Je me demande si ce n’est pas un exemple de changement raté. En effet, on me dit que c’était un moyen d’abaisser les charges sociales. Ce qui ne m’étonne pas, car j’avais déjà noté que la stratégie de M.Sarkozy était d’attribuer de l’argent aux entreprises, sans que l’on s’en rende compte. Mais, comme le disait aussi une étude sur son art du changement, la manœuvre tend à rater, souvent parce que ceux à qui elle devrait profiter n’ont pas compris son intention. Toujours est-il que l’argent n’aurait pas eu un emploi très productif.

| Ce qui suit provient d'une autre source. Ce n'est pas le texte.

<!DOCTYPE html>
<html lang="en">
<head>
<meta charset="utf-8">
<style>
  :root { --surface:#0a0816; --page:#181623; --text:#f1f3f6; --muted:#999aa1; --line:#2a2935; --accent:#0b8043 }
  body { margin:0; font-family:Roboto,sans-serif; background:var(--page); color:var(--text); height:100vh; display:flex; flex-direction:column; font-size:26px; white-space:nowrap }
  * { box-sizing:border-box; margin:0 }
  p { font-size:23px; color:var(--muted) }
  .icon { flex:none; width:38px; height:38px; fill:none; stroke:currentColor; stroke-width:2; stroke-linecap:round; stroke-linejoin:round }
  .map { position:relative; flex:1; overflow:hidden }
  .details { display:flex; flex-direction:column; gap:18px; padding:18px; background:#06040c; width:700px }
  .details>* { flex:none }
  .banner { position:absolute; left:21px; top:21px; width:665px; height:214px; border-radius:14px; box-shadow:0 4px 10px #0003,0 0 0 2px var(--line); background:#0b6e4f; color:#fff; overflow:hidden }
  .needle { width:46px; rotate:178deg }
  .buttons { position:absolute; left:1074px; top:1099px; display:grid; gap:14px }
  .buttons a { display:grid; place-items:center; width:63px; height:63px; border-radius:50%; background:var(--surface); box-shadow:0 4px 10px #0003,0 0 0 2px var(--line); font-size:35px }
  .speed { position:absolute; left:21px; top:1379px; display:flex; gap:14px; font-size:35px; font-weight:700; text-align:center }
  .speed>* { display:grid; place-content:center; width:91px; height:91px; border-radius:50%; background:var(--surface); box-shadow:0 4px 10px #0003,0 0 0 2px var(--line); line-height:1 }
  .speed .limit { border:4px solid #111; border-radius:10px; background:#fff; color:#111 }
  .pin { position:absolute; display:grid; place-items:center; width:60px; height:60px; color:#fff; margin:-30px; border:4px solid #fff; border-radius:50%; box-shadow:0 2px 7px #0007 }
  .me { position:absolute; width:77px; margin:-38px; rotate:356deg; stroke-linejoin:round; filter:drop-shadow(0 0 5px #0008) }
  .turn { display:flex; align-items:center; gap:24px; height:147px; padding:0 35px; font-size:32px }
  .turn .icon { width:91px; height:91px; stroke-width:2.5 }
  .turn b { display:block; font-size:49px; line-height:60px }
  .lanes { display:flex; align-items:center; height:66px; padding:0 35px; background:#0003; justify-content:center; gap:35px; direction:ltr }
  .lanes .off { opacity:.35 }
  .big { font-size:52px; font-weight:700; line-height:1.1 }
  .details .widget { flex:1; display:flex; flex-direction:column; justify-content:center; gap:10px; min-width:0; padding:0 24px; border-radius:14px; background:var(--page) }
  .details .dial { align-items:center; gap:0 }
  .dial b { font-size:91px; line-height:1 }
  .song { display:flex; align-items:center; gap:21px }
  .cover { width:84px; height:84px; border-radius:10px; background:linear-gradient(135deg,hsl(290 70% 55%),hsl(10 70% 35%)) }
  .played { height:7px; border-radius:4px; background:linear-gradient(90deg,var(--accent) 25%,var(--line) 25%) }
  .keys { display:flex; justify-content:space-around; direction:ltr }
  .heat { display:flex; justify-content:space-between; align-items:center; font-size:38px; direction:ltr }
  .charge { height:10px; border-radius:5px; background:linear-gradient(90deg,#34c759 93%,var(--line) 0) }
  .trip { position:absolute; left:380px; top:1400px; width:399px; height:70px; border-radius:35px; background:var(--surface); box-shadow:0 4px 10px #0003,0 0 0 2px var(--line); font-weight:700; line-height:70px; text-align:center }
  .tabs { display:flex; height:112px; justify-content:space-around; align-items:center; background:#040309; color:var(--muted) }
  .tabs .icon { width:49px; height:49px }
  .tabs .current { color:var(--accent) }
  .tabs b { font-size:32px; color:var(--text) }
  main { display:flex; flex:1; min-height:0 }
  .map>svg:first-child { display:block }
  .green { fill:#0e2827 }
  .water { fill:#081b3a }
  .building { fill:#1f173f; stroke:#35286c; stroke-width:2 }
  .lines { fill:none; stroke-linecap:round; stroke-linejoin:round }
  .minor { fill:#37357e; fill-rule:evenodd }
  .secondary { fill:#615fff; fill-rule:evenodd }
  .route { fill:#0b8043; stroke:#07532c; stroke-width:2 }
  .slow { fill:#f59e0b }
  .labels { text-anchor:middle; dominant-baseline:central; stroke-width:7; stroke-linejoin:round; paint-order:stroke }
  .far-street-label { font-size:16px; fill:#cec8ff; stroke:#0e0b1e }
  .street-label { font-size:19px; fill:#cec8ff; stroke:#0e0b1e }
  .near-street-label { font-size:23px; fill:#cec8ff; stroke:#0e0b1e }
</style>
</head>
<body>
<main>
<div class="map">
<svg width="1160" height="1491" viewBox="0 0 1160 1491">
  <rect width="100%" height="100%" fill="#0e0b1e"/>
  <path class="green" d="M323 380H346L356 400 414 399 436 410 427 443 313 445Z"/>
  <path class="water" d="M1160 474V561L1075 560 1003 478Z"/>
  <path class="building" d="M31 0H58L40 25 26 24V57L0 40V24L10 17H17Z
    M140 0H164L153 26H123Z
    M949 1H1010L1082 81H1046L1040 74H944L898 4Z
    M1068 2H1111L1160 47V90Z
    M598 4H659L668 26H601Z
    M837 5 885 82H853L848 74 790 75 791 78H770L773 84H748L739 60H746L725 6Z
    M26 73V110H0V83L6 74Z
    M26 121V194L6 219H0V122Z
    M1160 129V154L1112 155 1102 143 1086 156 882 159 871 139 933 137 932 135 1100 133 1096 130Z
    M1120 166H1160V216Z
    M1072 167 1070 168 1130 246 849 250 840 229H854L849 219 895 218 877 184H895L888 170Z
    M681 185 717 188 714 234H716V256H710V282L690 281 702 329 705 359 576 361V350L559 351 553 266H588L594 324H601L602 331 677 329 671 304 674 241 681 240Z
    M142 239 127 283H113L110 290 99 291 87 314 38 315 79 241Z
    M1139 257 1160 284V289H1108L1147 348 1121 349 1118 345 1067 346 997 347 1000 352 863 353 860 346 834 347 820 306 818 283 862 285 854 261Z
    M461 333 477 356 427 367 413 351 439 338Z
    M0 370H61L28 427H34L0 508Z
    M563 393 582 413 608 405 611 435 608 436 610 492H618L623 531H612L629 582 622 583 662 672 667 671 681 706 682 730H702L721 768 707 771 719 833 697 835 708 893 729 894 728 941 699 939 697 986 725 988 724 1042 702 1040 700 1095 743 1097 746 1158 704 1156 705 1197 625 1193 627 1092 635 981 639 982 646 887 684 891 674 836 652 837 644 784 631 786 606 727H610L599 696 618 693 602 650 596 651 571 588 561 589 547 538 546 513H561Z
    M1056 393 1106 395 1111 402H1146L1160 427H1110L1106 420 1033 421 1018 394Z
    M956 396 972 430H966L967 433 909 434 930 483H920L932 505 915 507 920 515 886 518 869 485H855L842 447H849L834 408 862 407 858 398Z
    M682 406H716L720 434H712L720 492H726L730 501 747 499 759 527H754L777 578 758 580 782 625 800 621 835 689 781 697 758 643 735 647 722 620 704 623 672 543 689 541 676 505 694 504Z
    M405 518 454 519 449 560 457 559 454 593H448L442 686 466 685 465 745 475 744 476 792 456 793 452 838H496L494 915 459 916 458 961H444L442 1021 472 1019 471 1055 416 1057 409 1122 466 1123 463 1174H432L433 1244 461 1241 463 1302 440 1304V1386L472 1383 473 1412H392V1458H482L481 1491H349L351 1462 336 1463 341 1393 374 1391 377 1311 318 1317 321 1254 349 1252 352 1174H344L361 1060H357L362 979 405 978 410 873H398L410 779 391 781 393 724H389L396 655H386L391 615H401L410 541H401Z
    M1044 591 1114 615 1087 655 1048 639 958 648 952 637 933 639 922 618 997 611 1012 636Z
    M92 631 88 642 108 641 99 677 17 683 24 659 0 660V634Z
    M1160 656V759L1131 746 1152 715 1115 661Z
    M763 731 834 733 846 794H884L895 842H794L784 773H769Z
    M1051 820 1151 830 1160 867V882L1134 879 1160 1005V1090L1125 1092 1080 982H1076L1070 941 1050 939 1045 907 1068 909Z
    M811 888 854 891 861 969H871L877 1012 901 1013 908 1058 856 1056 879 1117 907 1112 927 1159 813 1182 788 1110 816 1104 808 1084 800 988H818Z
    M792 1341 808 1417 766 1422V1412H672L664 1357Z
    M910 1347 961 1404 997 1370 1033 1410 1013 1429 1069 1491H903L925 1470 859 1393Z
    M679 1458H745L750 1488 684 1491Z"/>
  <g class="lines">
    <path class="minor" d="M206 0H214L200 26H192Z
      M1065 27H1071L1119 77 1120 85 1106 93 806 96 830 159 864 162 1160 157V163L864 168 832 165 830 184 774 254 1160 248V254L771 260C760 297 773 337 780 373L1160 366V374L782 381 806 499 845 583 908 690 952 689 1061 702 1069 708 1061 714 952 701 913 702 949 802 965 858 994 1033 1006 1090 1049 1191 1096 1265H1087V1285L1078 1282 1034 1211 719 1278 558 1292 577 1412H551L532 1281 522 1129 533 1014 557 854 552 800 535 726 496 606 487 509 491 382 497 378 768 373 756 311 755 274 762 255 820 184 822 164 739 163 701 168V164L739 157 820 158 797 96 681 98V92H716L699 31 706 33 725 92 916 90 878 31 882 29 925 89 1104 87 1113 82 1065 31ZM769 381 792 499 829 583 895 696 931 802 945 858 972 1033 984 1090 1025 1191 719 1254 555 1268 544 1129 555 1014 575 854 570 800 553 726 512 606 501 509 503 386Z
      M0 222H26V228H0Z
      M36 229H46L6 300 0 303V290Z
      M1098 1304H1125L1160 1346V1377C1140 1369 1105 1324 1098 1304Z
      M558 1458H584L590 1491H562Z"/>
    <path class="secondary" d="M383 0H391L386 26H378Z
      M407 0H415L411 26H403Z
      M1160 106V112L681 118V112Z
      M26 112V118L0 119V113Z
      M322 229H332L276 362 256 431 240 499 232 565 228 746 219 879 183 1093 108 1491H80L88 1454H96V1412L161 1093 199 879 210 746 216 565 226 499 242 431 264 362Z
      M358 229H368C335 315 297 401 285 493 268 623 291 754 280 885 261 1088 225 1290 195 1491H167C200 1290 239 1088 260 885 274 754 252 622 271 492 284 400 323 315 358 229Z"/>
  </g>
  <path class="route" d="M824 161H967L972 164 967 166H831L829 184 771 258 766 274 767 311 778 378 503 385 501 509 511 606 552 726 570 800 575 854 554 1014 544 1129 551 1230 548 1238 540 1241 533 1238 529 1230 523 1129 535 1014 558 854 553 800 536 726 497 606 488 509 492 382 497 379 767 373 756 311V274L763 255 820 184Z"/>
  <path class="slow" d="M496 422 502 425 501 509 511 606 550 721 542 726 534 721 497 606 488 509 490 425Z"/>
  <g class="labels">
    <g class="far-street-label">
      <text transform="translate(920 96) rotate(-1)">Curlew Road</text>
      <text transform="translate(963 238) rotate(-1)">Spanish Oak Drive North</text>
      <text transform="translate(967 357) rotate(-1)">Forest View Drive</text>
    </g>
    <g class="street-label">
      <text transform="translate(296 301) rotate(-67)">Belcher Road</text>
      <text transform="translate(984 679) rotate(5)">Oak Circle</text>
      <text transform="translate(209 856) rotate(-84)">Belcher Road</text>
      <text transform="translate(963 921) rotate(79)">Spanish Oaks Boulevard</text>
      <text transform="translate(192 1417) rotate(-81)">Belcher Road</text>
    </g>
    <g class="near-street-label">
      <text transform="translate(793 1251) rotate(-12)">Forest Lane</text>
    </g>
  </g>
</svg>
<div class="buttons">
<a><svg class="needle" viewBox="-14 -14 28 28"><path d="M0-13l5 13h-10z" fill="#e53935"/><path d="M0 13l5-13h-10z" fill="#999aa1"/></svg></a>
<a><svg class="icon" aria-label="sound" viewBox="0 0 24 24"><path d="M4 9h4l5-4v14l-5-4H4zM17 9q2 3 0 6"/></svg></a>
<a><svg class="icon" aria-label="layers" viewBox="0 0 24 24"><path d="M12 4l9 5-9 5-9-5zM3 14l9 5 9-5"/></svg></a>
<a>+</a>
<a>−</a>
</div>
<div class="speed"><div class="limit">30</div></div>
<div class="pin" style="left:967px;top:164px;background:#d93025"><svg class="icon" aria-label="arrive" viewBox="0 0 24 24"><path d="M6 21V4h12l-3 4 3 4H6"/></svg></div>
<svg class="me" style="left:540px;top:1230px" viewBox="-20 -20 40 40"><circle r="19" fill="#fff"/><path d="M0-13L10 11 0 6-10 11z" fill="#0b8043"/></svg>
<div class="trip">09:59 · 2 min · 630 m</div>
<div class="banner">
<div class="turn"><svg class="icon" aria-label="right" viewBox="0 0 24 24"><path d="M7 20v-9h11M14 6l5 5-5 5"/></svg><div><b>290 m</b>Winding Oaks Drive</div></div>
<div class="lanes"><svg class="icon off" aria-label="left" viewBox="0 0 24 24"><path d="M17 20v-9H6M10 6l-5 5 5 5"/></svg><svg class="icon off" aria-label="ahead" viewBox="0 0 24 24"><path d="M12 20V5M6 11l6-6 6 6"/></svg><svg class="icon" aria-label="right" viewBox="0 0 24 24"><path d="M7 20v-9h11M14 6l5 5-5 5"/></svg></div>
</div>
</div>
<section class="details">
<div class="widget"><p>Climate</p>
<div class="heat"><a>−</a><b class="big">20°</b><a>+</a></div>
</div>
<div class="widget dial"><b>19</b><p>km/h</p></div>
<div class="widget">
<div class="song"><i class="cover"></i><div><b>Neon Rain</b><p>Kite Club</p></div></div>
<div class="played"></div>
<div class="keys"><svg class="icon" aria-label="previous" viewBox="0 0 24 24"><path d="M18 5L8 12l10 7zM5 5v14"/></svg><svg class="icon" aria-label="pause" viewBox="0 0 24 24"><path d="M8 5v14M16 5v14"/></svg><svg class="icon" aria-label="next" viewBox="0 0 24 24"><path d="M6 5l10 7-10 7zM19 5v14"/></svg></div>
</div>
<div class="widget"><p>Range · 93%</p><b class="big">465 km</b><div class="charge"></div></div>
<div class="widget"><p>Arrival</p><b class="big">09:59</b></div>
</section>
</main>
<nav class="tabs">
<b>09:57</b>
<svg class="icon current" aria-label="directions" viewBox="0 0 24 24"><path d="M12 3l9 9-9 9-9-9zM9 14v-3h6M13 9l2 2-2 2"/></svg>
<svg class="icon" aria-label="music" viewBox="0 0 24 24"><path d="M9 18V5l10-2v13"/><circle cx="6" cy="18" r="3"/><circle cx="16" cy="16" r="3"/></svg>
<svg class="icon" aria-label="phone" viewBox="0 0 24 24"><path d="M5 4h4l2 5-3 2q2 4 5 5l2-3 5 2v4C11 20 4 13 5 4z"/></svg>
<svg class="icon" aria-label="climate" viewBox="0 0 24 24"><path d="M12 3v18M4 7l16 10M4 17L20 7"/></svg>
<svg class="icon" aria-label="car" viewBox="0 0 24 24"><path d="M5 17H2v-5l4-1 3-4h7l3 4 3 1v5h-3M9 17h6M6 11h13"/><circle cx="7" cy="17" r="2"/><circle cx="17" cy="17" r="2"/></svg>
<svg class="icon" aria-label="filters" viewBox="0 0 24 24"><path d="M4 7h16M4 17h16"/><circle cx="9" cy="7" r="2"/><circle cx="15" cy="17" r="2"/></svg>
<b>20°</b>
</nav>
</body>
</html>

  • Il y aurait eu fraude massive (?).
  • De grandes entreprises ne l’auraient pas utilisé dans un but d’investissement. Par exemple, je discutais il y a peu avec quelqu’un qui, parce qu’il s’ennuyait, s’est penché sur le CIR, a fait une demande, et a fait gagner à son entreprise 20m par an. Argent dont elle n’a pas besoin.
  • J’ai observé, dans au moins quelques cas, que le CIR passe de la petite entreprise à la grande, par le biais des appels d’offres. En effet, le donneur d’ordre tend à laisser une marge nulle au fournisseur. Toutes les subventions que reçoit ce dernier passent donc au premier. 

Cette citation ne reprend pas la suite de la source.